→ Problem to solve
Filter the entries for the word "linecap". Copy each line that has it.

** Provided entries follows **

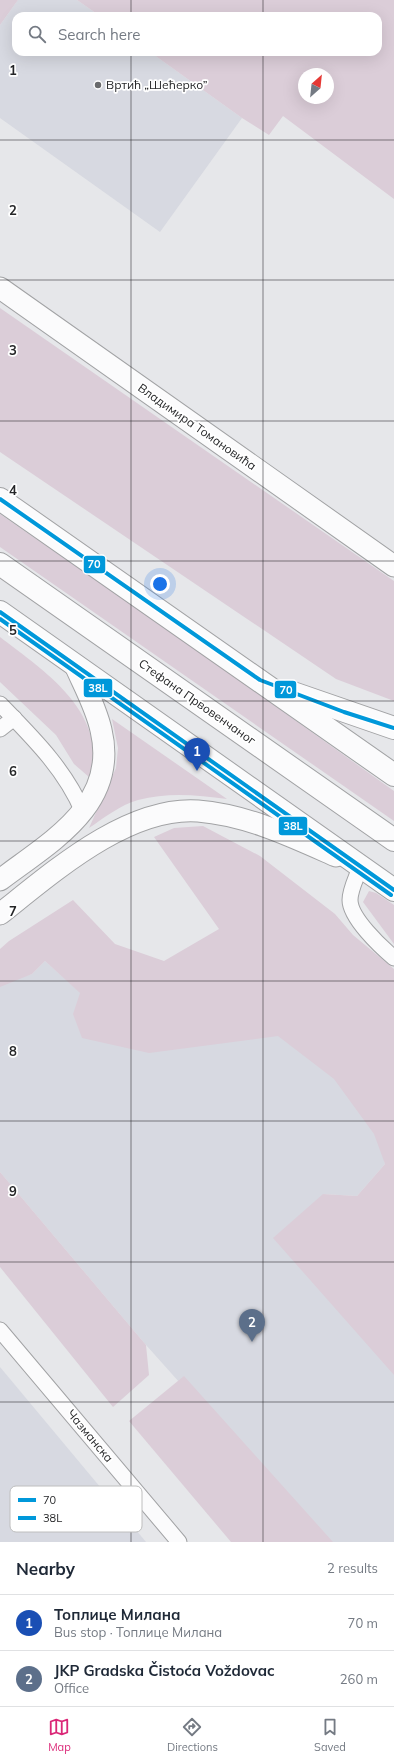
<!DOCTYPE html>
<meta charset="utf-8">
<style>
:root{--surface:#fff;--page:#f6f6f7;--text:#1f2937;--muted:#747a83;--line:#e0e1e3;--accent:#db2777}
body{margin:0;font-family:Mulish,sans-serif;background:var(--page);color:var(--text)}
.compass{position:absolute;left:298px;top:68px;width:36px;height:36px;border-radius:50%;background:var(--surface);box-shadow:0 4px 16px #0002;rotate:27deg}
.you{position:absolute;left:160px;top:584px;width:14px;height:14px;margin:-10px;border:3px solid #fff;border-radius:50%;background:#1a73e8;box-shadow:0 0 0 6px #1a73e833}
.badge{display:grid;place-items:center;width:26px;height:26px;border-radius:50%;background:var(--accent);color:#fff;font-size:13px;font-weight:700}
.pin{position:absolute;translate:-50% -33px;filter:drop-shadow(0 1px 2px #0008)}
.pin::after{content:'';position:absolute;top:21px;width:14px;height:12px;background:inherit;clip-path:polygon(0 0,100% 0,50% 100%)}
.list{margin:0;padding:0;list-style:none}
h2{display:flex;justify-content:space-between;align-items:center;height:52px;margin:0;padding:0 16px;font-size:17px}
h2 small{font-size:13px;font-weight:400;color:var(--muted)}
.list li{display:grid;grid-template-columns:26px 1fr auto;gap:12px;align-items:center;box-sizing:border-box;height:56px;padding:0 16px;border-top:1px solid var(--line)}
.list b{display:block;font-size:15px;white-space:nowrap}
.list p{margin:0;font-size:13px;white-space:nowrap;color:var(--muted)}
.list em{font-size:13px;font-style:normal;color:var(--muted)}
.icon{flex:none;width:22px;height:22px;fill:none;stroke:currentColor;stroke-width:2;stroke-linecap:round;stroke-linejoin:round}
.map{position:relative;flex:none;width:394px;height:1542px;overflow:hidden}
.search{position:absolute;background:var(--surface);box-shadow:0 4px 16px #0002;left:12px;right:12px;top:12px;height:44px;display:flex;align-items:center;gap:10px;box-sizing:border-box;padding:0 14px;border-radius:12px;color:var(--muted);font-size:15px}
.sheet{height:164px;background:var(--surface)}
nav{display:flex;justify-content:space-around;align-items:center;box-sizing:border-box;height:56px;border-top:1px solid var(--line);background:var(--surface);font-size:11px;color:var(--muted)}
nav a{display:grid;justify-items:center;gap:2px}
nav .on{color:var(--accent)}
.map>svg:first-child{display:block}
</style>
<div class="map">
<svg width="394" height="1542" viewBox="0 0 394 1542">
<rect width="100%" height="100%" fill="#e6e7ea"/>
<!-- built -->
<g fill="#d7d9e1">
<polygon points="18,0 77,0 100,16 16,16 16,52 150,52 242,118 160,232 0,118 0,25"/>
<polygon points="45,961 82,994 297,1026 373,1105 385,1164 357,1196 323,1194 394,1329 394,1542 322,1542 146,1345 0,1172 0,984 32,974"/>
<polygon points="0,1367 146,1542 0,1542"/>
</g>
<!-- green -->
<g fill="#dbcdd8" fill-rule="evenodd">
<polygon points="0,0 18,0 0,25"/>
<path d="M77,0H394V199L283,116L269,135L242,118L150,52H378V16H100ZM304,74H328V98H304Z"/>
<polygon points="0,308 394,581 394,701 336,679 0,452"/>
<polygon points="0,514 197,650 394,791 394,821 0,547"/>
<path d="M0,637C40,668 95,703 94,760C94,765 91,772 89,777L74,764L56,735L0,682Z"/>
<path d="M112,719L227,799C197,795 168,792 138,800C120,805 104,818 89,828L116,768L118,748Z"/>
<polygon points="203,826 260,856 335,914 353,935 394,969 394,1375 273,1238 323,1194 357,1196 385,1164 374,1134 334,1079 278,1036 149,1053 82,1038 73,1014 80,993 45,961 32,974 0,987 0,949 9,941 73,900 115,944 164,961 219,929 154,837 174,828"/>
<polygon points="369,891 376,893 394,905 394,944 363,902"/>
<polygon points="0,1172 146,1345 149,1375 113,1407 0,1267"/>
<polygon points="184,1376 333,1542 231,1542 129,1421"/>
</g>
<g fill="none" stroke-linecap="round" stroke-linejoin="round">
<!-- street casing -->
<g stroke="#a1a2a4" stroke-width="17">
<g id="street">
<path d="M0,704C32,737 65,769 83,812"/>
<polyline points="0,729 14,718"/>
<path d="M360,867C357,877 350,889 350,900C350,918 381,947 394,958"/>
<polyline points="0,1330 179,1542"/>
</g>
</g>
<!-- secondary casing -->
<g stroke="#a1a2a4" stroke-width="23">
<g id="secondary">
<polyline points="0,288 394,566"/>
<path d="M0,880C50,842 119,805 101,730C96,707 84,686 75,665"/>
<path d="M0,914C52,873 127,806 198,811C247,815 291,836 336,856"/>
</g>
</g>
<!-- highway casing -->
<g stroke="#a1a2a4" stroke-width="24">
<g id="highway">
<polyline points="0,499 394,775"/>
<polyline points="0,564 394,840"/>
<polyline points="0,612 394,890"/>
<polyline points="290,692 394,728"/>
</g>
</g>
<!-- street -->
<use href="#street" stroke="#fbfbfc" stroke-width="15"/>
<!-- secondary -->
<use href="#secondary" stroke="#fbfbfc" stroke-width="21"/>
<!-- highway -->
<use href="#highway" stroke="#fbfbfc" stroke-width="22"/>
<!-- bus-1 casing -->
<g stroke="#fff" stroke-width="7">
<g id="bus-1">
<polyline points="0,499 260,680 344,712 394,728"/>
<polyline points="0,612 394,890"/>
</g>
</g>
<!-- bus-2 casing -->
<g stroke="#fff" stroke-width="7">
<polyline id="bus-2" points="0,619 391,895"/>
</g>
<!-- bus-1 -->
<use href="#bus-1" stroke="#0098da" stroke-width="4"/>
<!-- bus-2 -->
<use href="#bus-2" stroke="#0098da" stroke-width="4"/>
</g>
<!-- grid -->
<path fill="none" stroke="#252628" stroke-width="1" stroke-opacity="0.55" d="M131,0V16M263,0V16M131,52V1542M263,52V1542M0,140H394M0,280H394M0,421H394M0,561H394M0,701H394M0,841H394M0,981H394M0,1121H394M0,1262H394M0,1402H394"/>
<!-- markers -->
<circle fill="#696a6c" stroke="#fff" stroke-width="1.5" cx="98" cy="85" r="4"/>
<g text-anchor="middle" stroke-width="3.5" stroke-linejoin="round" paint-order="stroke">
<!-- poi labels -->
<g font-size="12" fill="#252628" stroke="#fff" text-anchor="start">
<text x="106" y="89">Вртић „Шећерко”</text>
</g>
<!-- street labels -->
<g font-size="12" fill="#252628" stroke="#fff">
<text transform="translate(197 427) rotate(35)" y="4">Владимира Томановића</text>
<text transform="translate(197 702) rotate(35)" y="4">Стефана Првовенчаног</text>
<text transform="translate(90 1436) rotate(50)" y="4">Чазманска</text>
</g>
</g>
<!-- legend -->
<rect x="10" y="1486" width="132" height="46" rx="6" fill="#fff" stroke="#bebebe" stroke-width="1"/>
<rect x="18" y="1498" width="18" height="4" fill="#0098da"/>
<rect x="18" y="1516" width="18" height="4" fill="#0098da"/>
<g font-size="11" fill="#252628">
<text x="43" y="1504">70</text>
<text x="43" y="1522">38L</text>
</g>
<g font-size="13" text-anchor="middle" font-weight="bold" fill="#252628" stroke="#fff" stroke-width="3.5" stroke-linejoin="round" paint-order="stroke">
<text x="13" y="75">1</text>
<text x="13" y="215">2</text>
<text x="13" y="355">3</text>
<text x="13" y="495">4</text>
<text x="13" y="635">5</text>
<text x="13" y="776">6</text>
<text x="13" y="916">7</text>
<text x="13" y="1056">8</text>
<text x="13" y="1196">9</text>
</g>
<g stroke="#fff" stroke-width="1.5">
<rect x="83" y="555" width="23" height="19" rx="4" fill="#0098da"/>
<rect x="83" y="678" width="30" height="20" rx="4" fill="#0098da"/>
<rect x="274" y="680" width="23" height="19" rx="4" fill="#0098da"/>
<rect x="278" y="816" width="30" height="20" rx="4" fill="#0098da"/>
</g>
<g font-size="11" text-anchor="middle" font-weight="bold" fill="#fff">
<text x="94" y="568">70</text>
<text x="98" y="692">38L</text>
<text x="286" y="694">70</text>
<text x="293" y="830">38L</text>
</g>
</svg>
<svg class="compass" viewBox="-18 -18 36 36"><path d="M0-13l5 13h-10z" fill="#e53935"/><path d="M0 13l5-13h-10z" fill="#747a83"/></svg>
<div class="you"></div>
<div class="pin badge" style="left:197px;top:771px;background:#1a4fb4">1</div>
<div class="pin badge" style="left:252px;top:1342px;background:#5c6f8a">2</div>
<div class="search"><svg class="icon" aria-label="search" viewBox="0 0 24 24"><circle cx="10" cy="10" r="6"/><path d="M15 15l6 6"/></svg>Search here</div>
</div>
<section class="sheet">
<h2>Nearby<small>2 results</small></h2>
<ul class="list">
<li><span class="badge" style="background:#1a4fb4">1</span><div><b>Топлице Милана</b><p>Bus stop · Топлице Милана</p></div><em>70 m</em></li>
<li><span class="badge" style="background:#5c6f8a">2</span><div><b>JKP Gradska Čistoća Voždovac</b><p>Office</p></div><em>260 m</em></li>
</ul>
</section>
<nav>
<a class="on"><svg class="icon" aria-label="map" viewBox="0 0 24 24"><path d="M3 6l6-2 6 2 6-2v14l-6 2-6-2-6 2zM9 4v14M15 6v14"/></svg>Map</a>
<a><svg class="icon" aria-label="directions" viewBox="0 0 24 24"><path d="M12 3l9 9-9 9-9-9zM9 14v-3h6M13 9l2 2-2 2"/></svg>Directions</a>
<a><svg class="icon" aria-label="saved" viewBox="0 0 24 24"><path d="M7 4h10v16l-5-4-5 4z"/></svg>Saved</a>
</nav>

** End of Provided entries **

→ Response to this exercise
.icon{flex:none;width:22px;height:22px;fill:none;stroke:currentColor;stroke-width:2;stroke-linecap:round;stroke-linejoin:round}
<g fill="none" stroke-linecap="round" stroke-linejoin="round">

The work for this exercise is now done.